El segundo episodio que le generó relevancia a mi trayectoria de médico especialista en Cirugía General fue la cirugía que le realicé a mi colega José Guerra Áñez (médico especialista en Salud Ocupacional), quien fue uno de los heridos graves en el nefasto ataque con metralletas dentro de un restaurante de La Jagua de Ibirico, donde varios criminales asesinaron a Jacobo Lacouture Castañeda (objeto del ataque) y a otras seis personas. Además, quedaron heridos el médico Rafael Gutiérrez Acosta, que entonces era el director de salud del departamento del Cesar y el odontólogo Antonio Sagbini, quienes participaban en una brigada de salud en la antedicha población.
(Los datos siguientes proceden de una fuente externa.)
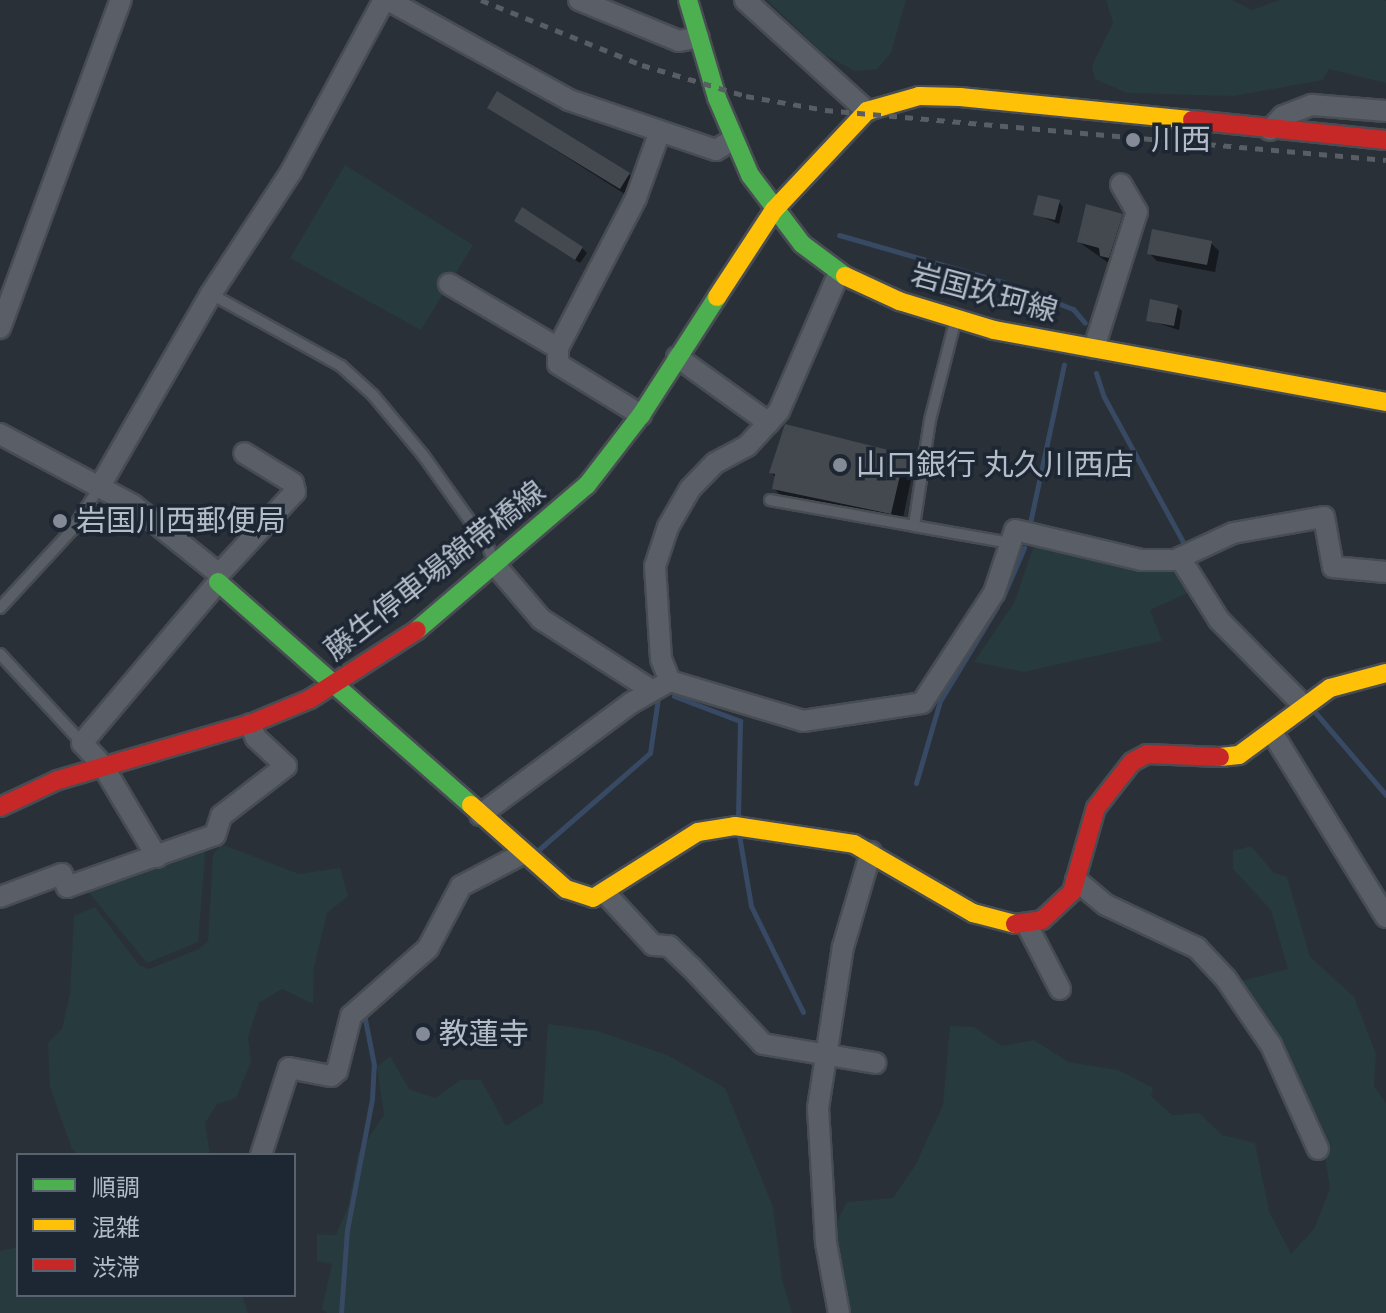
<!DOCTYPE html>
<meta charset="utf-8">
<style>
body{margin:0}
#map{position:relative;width:1386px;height:1313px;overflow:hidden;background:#2a3038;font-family:"Space Grotesk","Noto Sans JP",sans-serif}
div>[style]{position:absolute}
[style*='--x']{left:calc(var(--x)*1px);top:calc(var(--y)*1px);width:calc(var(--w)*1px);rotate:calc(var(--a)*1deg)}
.green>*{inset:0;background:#273a3e}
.shadow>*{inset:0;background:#0007}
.stream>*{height:5px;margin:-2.5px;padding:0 2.5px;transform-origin:2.5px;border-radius:2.5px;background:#384963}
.building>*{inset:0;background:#444950}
.roads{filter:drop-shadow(2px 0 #484c53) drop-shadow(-2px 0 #484c53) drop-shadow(0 2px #484c53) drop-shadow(0 -2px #484c53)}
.lane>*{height:10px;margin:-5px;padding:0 5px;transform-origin:5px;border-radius:5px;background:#5a5e66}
.street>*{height:20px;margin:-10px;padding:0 10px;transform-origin:10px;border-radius:10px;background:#5a5e66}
.fast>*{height:18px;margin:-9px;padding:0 9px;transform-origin:9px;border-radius:9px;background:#4caf50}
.slow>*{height:18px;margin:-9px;padding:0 9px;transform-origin:9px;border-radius:9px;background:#ffc107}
.jam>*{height:18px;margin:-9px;padding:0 9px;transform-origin:9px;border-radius:9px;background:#c62828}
.rail>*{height:5px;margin-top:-2.5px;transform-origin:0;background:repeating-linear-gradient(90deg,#595d64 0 8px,transparent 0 16px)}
.dots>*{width:22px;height:22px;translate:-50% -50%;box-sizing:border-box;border:4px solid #1d2633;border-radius:50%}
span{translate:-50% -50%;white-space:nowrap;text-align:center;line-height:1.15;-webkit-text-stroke:7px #1d2633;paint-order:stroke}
.poi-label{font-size:30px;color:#b4bcc9}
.left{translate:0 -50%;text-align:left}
.street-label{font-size:30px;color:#b4bcc9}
.legend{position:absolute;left:16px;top:1153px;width:280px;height:144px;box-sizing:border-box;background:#1d2633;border:2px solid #59626f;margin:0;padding:10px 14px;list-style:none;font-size:24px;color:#b4bcc9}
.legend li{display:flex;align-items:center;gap:16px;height:40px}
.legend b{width:40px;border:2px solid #59626f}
</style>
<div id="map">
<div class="green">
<div style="clip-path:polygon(767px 0,906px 0,891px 53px,877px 69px,855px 71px,825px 55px)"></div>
<div style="clip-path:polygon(1106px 0,1232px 0,1252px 10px,1280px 0,1382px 0,1386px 1px,1386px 83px,1329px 69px,1323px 80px,1233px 96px,1127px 93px,1095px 79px,1092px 66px,1113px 23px)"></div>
<div style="clip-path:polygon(345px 165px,473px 245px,421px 330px,290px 258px)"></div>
<div style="clip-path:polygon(1037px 537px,1173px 567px,1183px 571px,1192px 591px,1150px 610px,1162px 641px,1024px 672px,974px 662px,1014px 603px)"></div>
<div style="clip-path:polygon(206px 843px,198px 942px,147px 963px,86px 889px)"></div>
<div style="clip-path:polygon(221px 844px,299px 874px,340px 868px,348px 896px,327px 913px,314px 967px,313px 1004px,282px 989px,259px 1003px,248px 1038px,251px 1062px,236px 1098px,217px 1104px,205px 1123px,210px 1155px,79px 1155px,72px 1149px,50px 1087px,48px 1043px,62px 1029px,70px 994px,74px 916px,95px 907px,139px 965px,149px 969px,199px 949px,208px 941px,213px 855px)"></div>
<div style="clip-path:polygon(1251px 846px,1274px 873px,1287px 877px,1310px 957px,1354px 997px,1376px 1054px,1374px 1086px,1386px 1103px,1386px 1313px,849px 1313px,833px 1230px,847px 1202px,893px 1198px,916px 1164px,943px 1105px,950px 1026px,974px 1027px,1002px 1046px,1034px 1040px,1068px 1062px,1118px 1070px,1153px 1088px,1151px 1096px,1172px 1115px,1199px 1113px,1222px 1135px,1255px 1143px,1269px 1211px,1291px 1254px,1314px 1229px,1330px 1189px,1320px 1122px,1285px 1051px,1241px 981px,1288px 969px,1271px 910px,1233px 869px,1233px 851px)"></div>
<div style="clip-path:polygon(548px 1024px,597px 1031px,667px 1055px,725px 1088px,773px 1207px,782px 1279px,792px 1313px,327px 1313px,322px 1309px,332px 1264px,317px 1261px,317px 1234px,336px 1235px,348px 1207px,358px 1153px,384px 1115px,377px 1067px,390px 1056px,409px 1089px,435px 1098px,461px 1080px,481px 1080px,506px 1126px,543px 1103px)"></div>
<div style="clip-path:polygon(18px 1247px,18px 1295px,242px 1295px,248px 1313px,0 1313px,0 1251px)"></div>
</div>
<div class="shadow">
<div style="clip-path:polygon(489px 108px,629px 174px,636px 182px,628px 196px)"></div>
<div style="clip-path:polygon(1059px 202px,1063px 207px,1059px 224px,1035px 214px)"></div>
<div style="clip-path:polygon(1122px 215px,1129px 223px,1110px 264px,1079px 242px)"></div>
<div style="clip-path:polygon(521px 225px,582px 248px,587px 253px,580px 263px)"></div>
<div style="clip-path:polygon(1211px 243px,1219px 251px,1215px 272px,1157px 261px,1149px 253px)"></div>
<div style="clip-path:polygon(1177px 307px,1182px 311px,1179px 330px,1148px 320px)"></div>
<div style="clip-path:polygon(911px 458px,921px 469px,918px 482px,911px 480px,902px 523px,784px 499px,774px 488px,776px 478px,771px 472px)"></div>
</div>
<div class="stream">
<div style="--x:669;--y:124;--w:31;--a:17"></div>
<div style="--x:839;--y:235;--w:171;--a:16"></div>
<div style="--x:1003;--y:282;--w:75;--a:21.1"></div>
<div style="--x:1073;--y:309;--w:18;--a:49"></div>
<div style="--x:1096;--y:373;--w:25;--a:72"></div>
<div style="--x:1104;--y:397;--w:173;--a:61.4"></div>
<div style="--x:1030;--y:523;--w:162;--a:-77.9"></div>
<div style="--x:1002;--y:599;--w:56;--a:-66.7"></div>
<div style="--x:674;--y:696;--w:71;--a:20.7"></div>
<div style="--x:740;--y:721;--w:96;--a:91.2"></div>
<div style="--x:1314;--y:711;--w:111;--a:49.4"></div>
<div style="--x:916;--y:783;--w:85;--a:-73.7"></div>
<div style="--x:940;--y:701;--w:110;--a:-58.8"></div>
<div style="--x:739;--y:835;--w:72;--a:80.4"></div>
<div style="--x:751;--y:906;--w:118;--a:63.9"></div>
<div style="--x:536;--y:852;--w:151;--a:-41"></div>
<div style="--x:650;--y:753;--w:56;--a:-81.7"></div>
<div style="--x:341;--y:1313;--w:83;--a:-85.9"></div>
<div style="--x:347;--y:1230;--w:133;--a:-79.2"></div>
<div style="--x:372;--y:1099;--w:34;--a:-87"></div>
<div style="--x:374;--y:1065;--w:52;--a:-101.1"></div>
</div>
<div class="building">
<div style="clip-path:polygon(497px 91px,630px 173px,620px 189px,487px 108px)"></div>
<div style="clip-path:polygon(1038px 195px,1060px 200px,1055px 220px,1033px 215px)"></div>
<div style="clip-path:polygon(1086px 204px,1123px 214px,1109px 258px,1100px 256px,1099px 248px,1077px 242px)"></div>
<div style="clip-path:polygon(522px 207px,583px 247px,575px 260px,514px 221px)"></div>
<div style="clip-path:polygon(1152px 229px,1212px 241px,1207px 265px,1147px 254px)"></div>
<div style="clip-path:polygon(1150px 299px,1178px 305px,1174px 326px,1146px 321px)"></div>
<div style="clip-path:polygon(785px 424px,912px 456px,908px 472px,901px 471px,891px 514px,772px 489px,775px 474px,769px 473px)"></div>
</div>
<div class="roads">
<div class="lane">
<div style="--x:211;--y:294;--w:149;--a:29"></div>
<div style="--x:341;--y:366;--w:43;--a:42.2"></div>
<div style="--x:373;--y:395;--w:78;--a:50.2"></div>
<div style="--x:423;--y:455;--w:112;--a:54.5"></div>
<div style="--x:488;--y:546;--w:18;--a:71"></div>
<div style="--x:955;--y:322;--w:101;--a:104.3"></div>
<div style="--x:930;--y:420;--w:107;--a:98.6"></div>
<div style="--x:914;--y:526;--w:97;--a:10"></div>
<div style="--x:770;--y:500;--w:146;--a:10.2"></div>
<div style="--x:0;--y:608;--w:106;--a:-47.3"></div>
<div style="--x:72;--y:530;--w:52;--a:-57.5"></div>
<div style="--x:0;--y:654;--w:121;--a:47.3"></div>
</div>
<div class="street">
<div style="--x:388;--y:0;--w:207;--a:28.9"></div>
<div style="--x:569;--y:100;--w:155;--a:18.8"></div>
<div style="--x:716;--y:150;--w:19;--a:-32"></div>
<div style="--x:579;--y:0;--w:108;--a:22.3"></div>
<div style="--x:679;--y:41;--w:20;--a:-11"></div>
<div style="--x:745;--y:0;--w:165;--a:42.3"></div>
<div style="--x:1270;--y:130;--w:19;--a:-47"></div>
<div style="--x:1283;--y:116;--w:31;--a:-21"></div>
<div style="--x:1312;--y:105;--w:74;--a:4.6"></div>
<div style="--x:839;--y:273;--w:150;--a:113.5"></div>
<div style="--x:779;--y:411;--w:47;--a:132.4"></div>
<div style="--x:747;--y:446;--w:36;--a:152"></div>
<div style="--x:715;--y:463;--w:36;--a:134"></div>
<div style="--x:690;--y:489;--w:44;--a:120.1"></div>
<div style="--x:668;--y:527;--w:41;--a:108.4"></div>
<div style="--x:655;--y:566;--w:93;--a:86.3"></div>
<div style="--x:661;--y:659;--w:24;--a:68"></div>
<div style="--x:670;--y:681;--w:139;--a:16.7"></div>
<div style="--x:803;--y:721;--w:120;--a:-8.6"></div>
<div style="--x:922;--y:703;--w:131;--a:-56.8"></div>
<div style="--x:994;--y:593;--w:66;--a:-71.6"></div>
<div style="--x:1015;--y:530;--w:130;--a:13.3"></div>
<div style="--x:1142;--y:560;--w:33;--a:0"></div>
<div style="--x:1175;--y:560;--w:64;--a:-25"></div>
<div style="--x:1233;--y:533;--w:92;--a:-10"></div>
<div style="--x:1324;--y:517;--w:51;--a:79.8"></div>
<div style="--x:1333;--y:567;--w:53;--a:5.4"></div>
<div style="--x:449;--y:284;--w:126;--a:30.4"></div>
<div style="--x:0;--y:328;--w:350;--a:-69.8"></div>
<div style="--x:1094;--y:348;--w:143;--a:-72.5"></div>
<div style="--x:1137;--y:212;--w:32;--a:-120"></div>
<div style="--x:677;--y:357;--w:113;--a:35.7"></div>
<div style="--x:641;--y:415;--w:97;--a:-148.4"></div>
<div style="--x:558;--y:364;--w:16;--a:-90"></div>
<div style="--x:558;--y:348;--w:169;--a:-62.5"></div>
<div style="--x:636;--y:198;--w:71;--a:-70.3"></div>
<div style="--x:0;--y:434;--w:151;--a:28.1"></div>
<div style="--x:133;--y:505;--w:110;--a:38.7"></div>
<div style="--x:100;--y:486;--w:222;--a:-60"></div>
<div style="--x:211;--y:294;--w:146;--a:-56.7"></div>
<div style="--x:291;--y:172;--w:196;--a:-61.6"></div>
<div style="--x:1180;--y:558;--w:73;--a:57.8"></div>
<div style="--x:1219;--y:620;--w:120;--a:45.3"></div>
<div style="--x:495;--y:565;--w:71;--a:49.6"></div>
<div style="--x:541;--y:619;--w:131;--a:32.8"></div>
<div style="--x:1273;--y:734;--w:215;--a:58.3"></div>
<div style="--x:480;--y:815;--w:188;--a:-36.6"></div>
<div style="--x:631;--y:703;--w:45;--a:-29.4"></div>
<div style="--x:157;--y:857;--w:106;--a:-120.7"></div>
<div style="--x:103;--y:766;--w:31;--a:-132"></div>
<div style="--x:82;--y:743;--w:211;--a:-49.8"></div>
<div style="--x:218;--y:582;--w:8;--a:-83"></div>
<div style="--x:219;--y:574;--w:112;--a:-47.2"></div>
<div style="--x:295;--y:492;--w:9;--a:-103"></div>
<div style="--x:293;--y:483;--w:57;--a:-148.5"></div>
<div style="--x:1076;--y:880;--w:39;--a:40"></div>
<div style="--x:1106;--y:905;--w:101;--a:25.3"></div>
<div style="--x:1197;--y:948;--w:42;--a:46.9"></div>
<div style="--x:1226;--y:979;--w:80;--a:55.7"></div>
<div style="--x:1271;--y:1045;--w:114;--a:65.7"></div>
<div style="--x:606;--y:894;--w:69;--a:47.3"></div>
<div style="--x:653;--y:945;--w:16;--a:4"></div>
<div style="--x:669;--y:946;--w:30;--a:44"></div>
<div style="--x:691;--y:967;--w:105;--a:46.9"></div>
<div style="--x:763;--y:1044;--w:114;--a:9.6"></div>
<div style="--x:0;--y:897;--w:66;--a:-20.4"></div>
<div style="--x:62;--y:874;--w:14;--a:69"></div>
<div style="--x:67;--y:887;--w:157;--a:-19.4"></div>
<div style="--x:215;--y:835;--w:20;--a:-72"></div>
<div style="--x:221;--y:816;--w:82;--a:-37.6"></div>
<div style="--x:286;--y:766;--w:41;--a:-137"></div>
<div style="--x:256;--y:738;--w:15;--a:-113"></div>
<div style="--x:1027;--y:925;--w:72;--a:62.7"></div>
<div style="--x:261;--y:1155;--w:91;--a:-72.2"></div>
<div style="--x:289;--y:1068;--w:43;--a:10.8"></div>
<div style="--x:331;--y:1076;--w:8;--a:-40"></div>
<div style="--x:337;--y:1071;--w:57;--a:-75.7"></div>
<div style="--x:351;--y:1016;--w:103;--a:-41.4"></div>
<div style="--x:428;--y:948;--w:70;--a:-62"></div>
<div style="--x:461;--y:886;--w:71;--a:-27.6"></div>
<div style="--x:839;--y:1313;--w:71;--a:-100.5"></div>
<div style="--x:826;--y:1243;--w:135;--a:-93.4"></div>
<div style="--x:818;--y:1108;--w:163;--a:-81.2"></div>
<div style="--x:843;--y:947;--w:99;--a:-73.6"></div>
</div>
<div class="fast">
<div style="--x:688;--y:0;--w:102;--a:73.5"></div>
<div style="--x:717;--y:98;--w:84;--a:66.8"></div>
<div style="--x:750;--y:175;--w:86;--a:53"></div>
<div style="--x:802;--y:244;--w:54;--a:36.7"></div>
<div style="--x:218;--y:582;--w:337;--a:41.4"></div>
<div style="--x:417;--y:630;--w:223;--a:-40.5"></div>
<div style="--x:587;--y:485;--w:88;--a:-52.4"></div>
<div style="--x:641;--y:415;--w:140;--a:-57.2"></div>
</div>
<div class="slow">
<div style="--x:845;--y:276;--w:60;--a:24.8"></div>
<div style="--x:899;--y:301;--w:99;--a:17"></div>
<div style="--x:994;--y:330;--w:399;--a:10.4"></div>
<div style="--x:717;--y:297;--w:104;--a:-56.8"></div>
<div style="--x:774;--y:210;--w:136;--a:-46.8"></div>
<div style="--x:867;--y:111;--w:54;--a:-16.1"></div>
<div style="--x:919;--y:96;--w:41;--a:1.4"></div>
<div style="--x:960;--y:97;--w:233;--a:5.7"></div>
<div style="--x:1220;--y:757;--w:19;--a:-6"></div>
<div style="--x:1239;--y:755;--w:113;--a:-36.4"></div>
<div style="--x:1330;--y:688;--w:58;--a:-15"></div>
<div style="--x:471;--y:805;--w:127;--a:41.5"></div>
<div style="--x:566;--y:889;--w:28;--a:18"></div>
<div style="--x:593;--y:898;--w:124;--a:-32.2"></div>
<div style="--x:698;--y:832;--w:37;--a:-9"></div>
<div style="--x:735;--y:826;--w:120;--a:8.6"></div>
<div style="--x:854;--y:844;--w:138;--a:30.1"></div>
<div style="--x:973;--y:913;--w:43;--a:14.7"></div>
</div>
<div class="jam">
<div style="--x:1192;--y:120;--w:195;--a:5.9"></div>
<div style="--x:0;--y:807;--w:64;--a:-25"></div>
<div style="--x:58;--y:780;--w:200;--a:-16.3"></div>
<div style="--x:250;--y:724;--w:65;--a:-22.6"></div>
<div style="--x:310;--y:699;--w:127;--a:-32.8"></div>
<div style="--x:1015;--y:924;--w:27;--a:-8"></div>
<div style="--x:1042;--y:920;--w:41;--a:-43"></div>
<div style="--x:1072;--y:892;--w:87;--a:-74.1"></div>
<div style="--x:1096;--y:808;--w:58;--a:-52"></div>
<div style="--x:1132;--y:762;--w:17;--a:-28"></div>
<div style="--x:1147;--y:754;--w:73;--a:2.4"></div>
</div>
</div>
<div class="rail">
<div style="--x:481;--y:0;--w:174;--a:22"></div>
<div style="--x:642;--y:65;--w:109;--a:16.6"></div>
<div style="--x:746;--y:96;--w:80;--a:10"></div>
<div style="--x:825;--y:110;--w:563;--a:5.09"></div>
</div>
<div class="dots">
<div style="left:1133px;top:140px;background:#848b96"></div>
<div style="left:840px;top:465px;background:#848b96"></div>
<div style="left:60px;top:521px;background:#848b96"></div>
<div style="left:423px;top:1034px;background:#848b96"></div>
</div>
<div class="poi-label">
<span class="left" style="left:1151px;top:140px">川西</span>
<span class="left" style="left:856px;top:465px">山口銀行 丸久川西店</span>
<span class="left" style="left:76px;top:521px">岩国川西郵便局</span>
<span class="left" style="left:439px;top:1034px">教蓮寺</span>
</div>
<div class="street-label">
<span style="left:984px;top:293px;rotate:15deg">岩国玖珂線</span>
<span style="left:435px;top:571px;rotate:-38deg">藤生停車場錦帯橋線</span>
</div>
<ul class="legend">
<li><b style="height:10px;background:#4caf50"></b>順調</li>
<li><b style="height:10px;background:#ffc107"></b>混雑</li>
<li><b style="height:10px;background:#c62828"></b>渋滞</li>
</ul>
</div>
El doctor Rafael Gutiérrez Acosta (q. e. p. d.) me había invitado a participar en dicha brigada. Me excusé por el compromiso previo de asistir a una celebración en Guacoche, corregimiento del municipio de Valledupar, mi terruño ancestral. El día anterior de la susodicha masacre, Jacobo Lacouture Castañeda −mi amigo desde cuando yo era médico general, porque a su madre le diagnostiqué una enfermedad crónica grave que sanó con el tratamiento prescrito−, me visitó en mi residencia y entre los temas que hablamos me dijo: “Doctor Romero, por la confianza que le tengo, le comento que he recibido amenazas de muerte en caso de que vaya a mi pueblo −y me mostró el texto manuscrito de la última advertencia que le habían enviado−. A esos enemigos les voy a demostrar que no van a impedir que visite a mi pueblo”. Entre las múltiples alternativas que le expuse para solucionar tan peligrosa situación, le aconsejé que lo mejor era que buscara conciliación con tales enemigos.
El día que aconteció el infausto suceso −que fue un domingo− en la mañanita viajé con mi esposa y mis hijos a Guacoche (casi simultáneamente al aciago acontecimiento, porque la celebración incluía desayuno). Eran casi las 2 p. m., cuando el médico Roque de Ávila Quintana (ortopedista-traumatólogo) llegó a Guacoche a solicitarme la colaboración de valorar una de las extremidades inferiores del doctor José Guerra Áñez −que ya le habían atendido la urgencia vital que requirió colostomía terminal tipo Hartmann− que también tenía fracturas óseas y una herida arterial que le obstruía la circulación sanguínea. Después de valorar el estado de la extremidad inferior comprometida, le informé al paciente colega y a sus familiares que, por el tiempo transcurrido de las heridas, había una altísima probabilidad de practicarle una amputación a nivel del tercio inferior del muslo, cuyo propósito es salvarle la vida; no obstante, primero le haría una cirugía restaurativa del flujo sanguíneo y, en caso de que fracasara, se le realizaría la amputación. Aceptaron, y le realicé dos fasciotomías amplias para descomprimir el edema intersticial producido por el trauma, extracción de los coágulos obstructivos con sondas especiales y le coloqué un injerto venoso autólogo desde la arteria femoral a la arteria poplítea. El resultado fue excelente, ya que mi colega no requirió amputación.